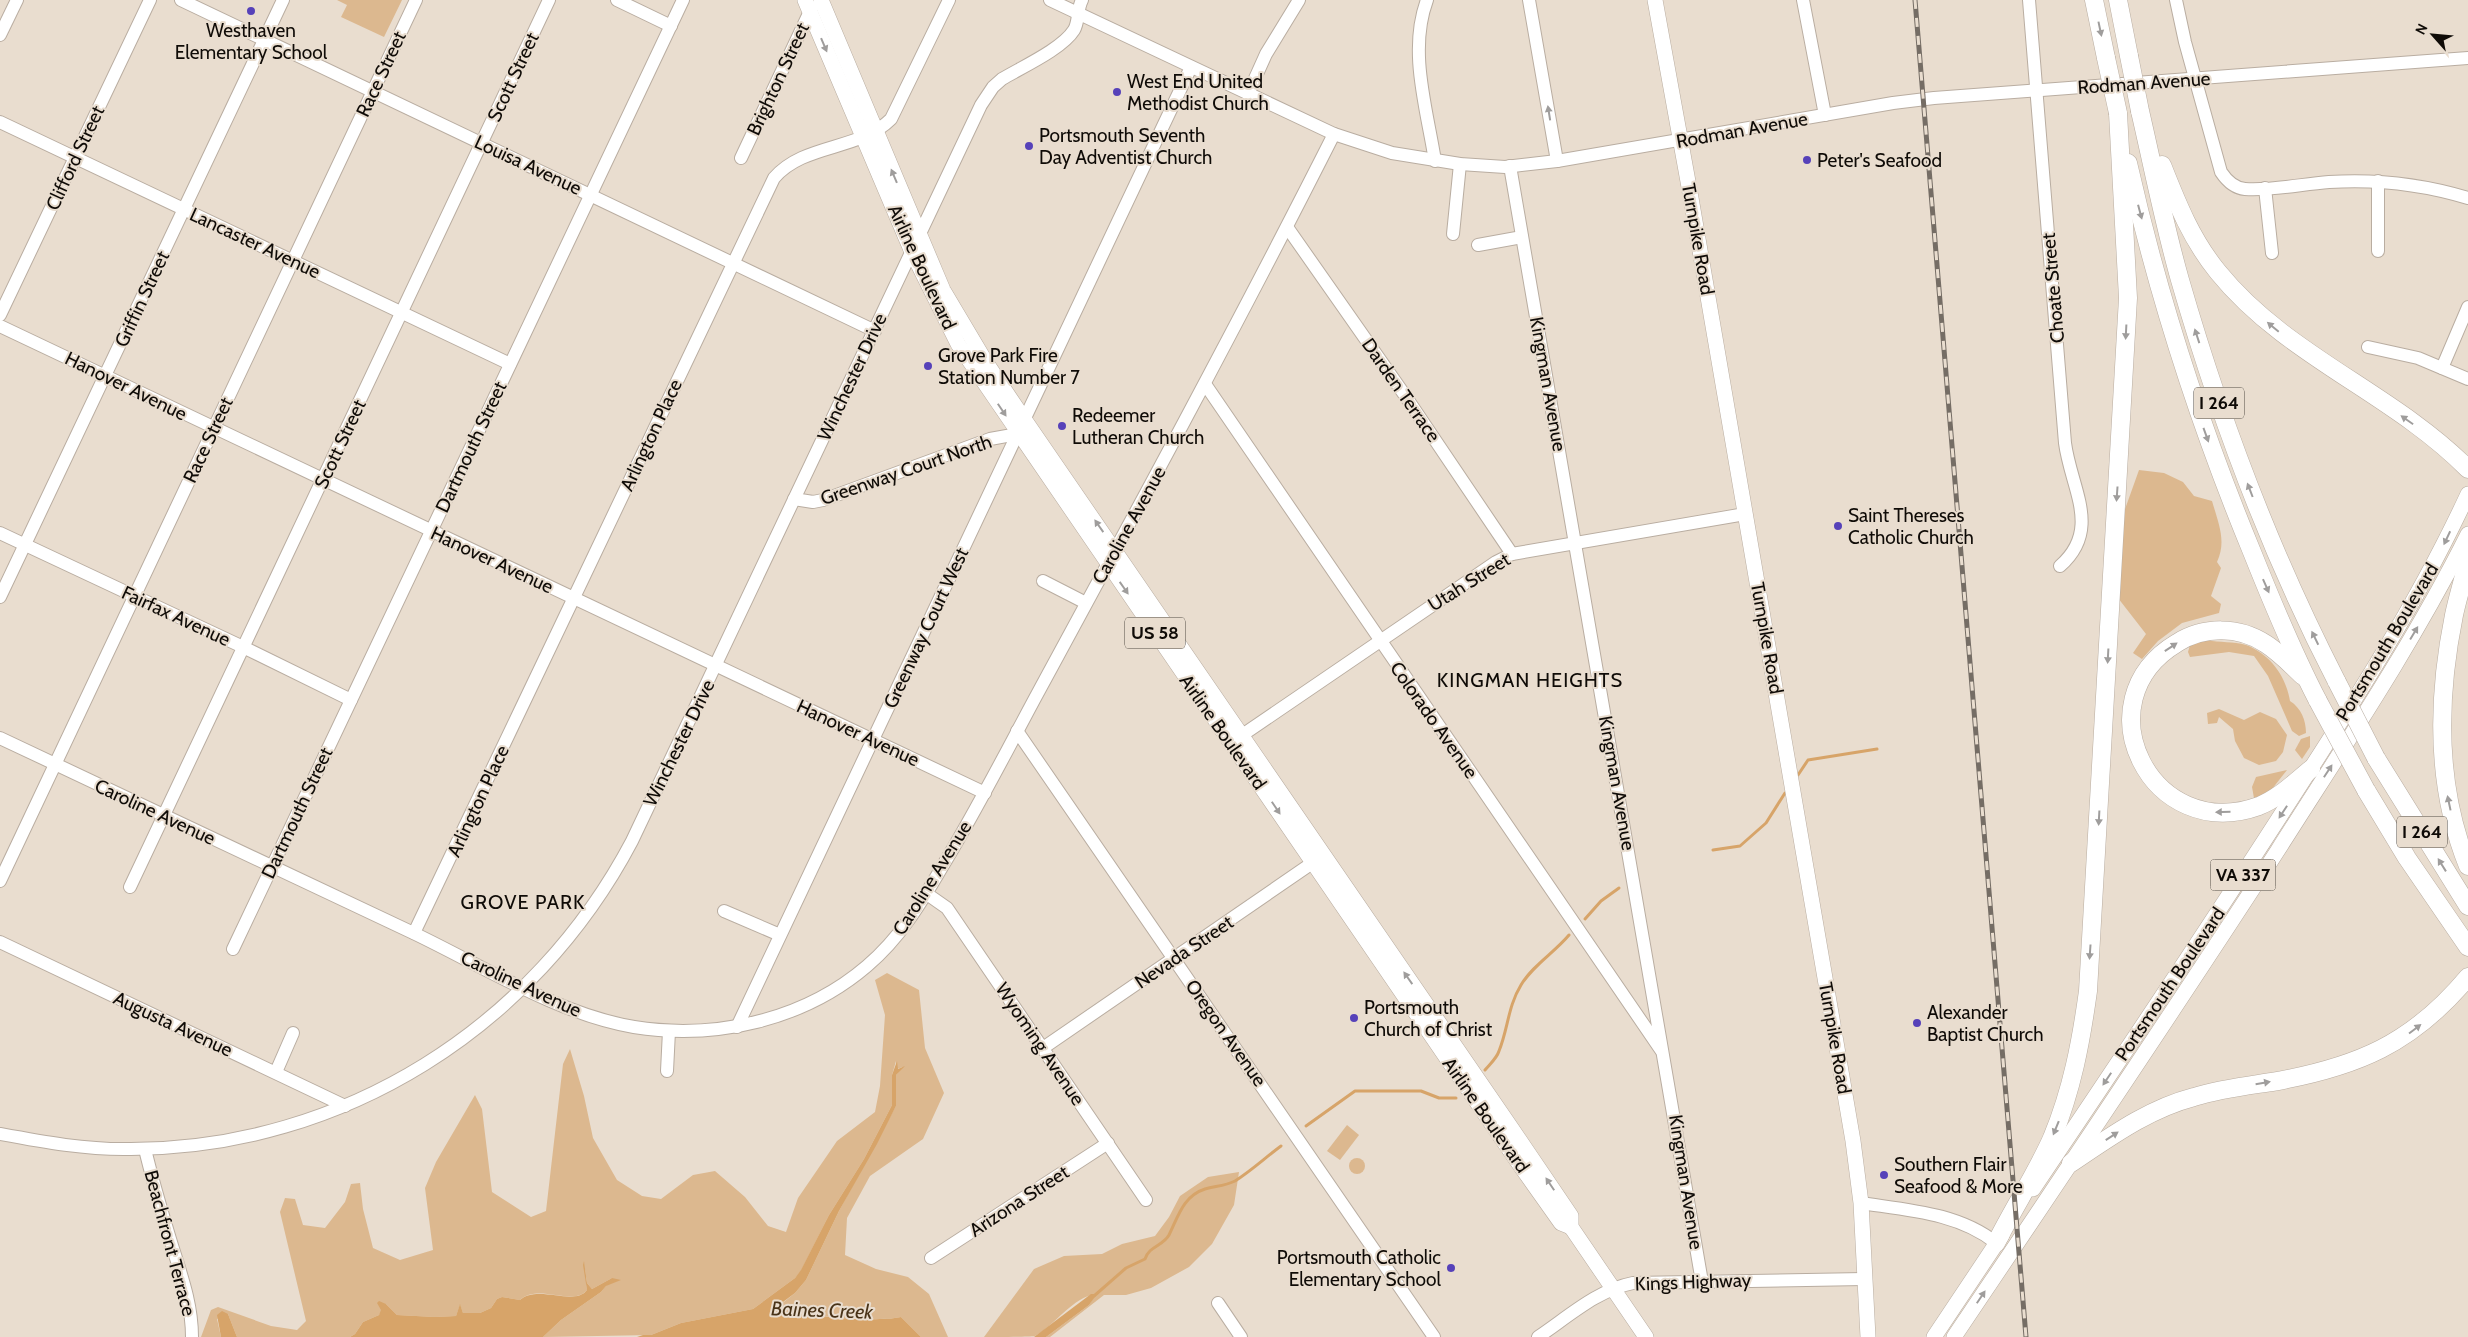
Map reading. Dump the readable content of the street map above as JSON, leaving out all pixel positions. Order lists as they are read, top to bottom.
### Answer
{
  "streets": {
    "highway": ["I 264"],
    "main road": [
      "Turnpike Road",
      "Airline Boulevard",
      "US 58",
      "Portsmouth Boulevard",
      "VA 337"
    ],
    "street": [
      "Race Street",
      "Scott Street",
      "Brighton Street",
      "Rodman Avenue",
      "Clifford Street",
      "Louisa Avenue",
      "Lancaster Avenue",
      "Choate Street",
      "Griffin Street",
      "Winchester Drive",
      "Kingman Avenue",
      "Hanover Avenue",
      "Darden Terrace",
      "Arlington Place",
      "Dartmouth Street",
      "Greenway Court North",
      "Caroline Avenue",
      "Utah Street",
      "Fairfax Avenue",
      "Greenway Court West",
      "Colorado Avenue",
      "Nevada Street",
      "Augusta Avenue",
      "Oregon Avenue",
      "Wyoming Avenue",
      "Arizona Street",
      "Beachfront Terrace",
      "Kings Highway"
    ]
  },
  "crossings": [
    ["Race Street", "Louisa Avenue"],
    ["Race Street", "Lancaster Avenue"],
    ["Race Street", "Hanover Avenue"],
    ["Race Street", "Caroline Avenue"],
    ["Race Street", "Fairfax Avenue"],
    ["Scott Street", "Louisa Avenue"],
    ["Scott Street", "Lancaster Avenue"],
    ["Scott Street", "Hanover Avenue"],
    ["Scott Street", "Caroline Avenue"],
    ["Scott Street", "Fairfax Avenue"],
    ["Brighton Street", "Airline Boulevard"],
    ["Rodman Avenue", "Turnpike Road"],
    ["Rodman Avenue", "Choate Street"],
    ["Rodman Avenue", "Winchester Drive"],
    ["Rodman Avenue", "Kingman Avenue"],
    ["Rodman Avenue", "Caroline Avenue"],
    ["Rodman Avenue", "Greenway Court West"],
    ["Clifford Street", "Lancaster Avenue"],
    ["Louisa Avenue", "Griffin Street"],
    ["Louisa Avenue", "Winchester Drive"],
    ["Louisa Avenue", "Arlington Place"],
    ["Louisa Avenue", "Dartmouth Street"],
    ["Turnpike Road", "Utah Street"],
    ["Turnpike Road", "Kings Highway"],
    ["Lancaster Avenue", "Griffin Street"],
    ["Lancaster Avenue", "Dartmouth Street"],
    ["Airline Boulevard", "Winchester Drive"],
    ["Airline Boulevard", "Arlington Place"],
    ["Airline Boulevard", "Greenway Court North"],
    ["Airline Boulevard", "Caroline Avenue"],
    ["Airline Boulevard", "Utah Street"],
    ["Airline Boulevard", "Greenway Court West"],
    ["Airline Boulevard", "Nevada Street"],
    ["Airline Boulevard", "Kings Highway"],
    ["Griffin Street", "Hanover Avenue"],
    ["Griffin Street", "Fairfax Avenue"],
    ["Winchester Drive", "Hanover Avenue"],
    ["Winchester Drive", "Greenway Court North"],
    ["Winchester Drive", "Caroline Avenue"],
    ["Winchester Drive", "Augusta Avenue"],
    ["Winchester Drive", "Beachfront Terrace"],
    ["Kingman Avenue", "Utah Street"],
    ["Kingman Avenue", "Colorado Avenue"],
    ["Kingman Avenue", "Kings Highway"],
    ["Hanover Avenue", "Arlington Place"],
    ["Hanover Avenue", "Dartmouth Street"],
    ["Hanover Avenue", "Caroline Avenue"],
    ["Hanover Avenue", "Greenway Court West"],
    ["Darden Terrace", "Caroline Avenue"],
    ["Darden Terrace", "Utah Street"],
    ["Arlington Place", "Caroline Avenue"],
    ["Dartmouth Street", "Caroline Avenue"],
    ["Dartmouth Street", "Fairfax Avenue"],
    ["Greenway Court North", "Greenway Court West"],
    ["Caroline Avenue", "Greenway Court West"],
    ["Caroline Avenue", "Colorado Avenue"],
    ["Caroline Avenue", "Oregon Avenue"],
    ["Caroline Avenue", "Wyoming Avenue"],
    ["Utah Street", "Colorado Avenue"],
    ["Nevada Street", "Oregon Avenue"],
    ["Nevada Street", "Wyoming Avenue"],
    ["Wyoming Avenue", "Arizona Street"]
  ],
  "districts": ["KINGMAN HEIGHTS", "GROVE PARK"],
  "water": ["Baines Creek"],
  "places": [
    "Westhaven Elementary School",
    "West End United Methodist Church",
    "Portsmouth Seventh Day Adventist Church",
    "Peter's Seafood",
    "Grove Park Fire Station Number 7",
    "Redeemer Lutheran Church",
    "Saint Thereses Catholic Church",
    "Portsmouth Church of Christ",
    "Alexander Baptist Church",
    "Southern Flair Seafood & More",
    "Portsmouth Catholic Elementary School"
  ],
  "north": "top left"
}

----------------

• Brief
Looking at each line of the records, count the ones where the word "Greenway" appears, and report only the count.

• Written reply
9